►
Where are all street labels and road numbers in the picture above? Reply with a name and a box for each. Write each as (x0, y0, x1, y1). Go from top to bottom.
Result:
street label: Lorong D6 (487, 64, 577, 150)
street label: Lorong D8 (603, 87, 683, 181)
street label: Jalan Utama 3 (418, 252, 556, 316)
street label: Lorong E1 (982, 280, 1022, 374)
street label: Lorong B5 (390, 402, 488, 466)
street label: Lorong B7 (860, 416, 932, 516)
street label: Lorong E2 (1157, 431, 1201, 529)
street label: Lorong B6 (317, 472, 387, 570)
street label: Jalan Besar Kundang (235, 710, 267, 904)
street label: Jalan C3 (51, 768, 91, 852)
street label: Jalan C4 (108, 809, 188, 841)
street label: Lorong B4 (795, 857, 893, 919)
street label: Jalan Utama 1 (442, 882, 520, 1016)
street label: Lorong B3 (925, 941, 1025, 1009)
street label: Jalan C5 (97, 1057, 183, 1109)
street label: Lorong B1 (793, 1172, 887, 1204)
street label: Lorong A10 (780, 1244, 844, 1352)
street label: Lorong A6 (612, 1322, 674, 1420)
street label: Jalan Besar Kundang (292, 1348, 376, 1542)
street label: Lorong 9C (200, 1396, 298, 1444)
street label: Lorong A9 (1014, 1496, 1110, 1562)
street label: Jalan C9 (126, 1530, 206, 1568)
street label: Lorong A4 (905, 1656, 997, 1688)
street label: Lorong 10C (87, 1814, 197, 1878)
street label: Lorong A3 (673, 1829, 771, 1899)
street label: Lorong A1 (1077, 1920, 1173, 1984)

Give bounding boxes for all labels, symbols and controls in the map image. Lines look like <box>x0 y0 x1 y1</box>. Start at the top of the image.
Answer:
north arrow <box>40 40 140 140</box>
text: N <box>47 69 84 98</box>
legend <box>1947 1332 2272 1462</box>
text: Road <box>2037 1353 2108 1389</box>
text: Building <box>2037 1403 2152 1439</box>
◄
### Exercise
Reproduce each record exactly as it appears.

### Response to the task
Where are all street labels and road numbers in the picture above? Reply with a name and a box for each. Write each as (x0, y0, x1, y1). Go from top to bottom.
Result:
street label: Lorong D6 (487, 64, 577, 150)
street label: Lorong D8 (603, 87, 683, 181)
street label: Jalan Utama 3 (418, 252, 556, 316)
street label: Lorong E1 (982, 280, 1022, 374)
street label: Lorong B5 (390, 402, 488, 466)
street label: Lorong B7 (860, 416, 932, 516)
street label: Lorong E2 (1157, 431, 1201, 529)
street label: Lorong B6 (317, 472, 387, 570)
street label: Jalan Besar Kundang (235, 710, 267, 904)
street label: Jalan C3 (51, 768, 91, 852)
street label: Jalan C4 (108, 809, 188, 841)
street label: Lorong B4 (795, 857, 893, 919)
street label: Jalan Utama 1 (442, 882, 520, 1016)
street label: Lorong B3 (925, 941, 1025, 1009)
street label: Jalan C5 (97, 1057, 183, 1109)
street label: Lorong B1 (793, 1172, 887, 1204)
street label: Lorong A10 (780, 1244, 844, 1352)
street label: Lorong A6 (612, 1322, 674, 1420)
street label: Jalan Besar Kundang (292, 1348, 376, 1542)
street label: Lorong 9C (200, 1396, 298, 1444)
street label: Lorong A9 (1014, 1496, 1110, 1562)
street label: Jalan C9 (126, 1530, 206, 1568)
street label: Lorong A4 (905, 1656, 997, 1688)
street label: Lorong 10C (87, 1814, 197, 1878)
street label: Lorong A3 (673, 1829, 771, 1899)
street label: Lorong A1 (1077, 1920, 1173, 1984)

Give bounding boxes for all labels, symbols and controls in the map image. Lines look like <box>x0 y0 x1 y1</box>. Start at the top of the image.
Answer:
north arrow <box>40 40 140 140</box>
text: N <box>47 69 84 98</box>
legend <box>1947 1332 2272 1462</box>
text: Road <box>2037 1353 2108 1389</box>
text: Building <box>2037 1403 2152 1439</box>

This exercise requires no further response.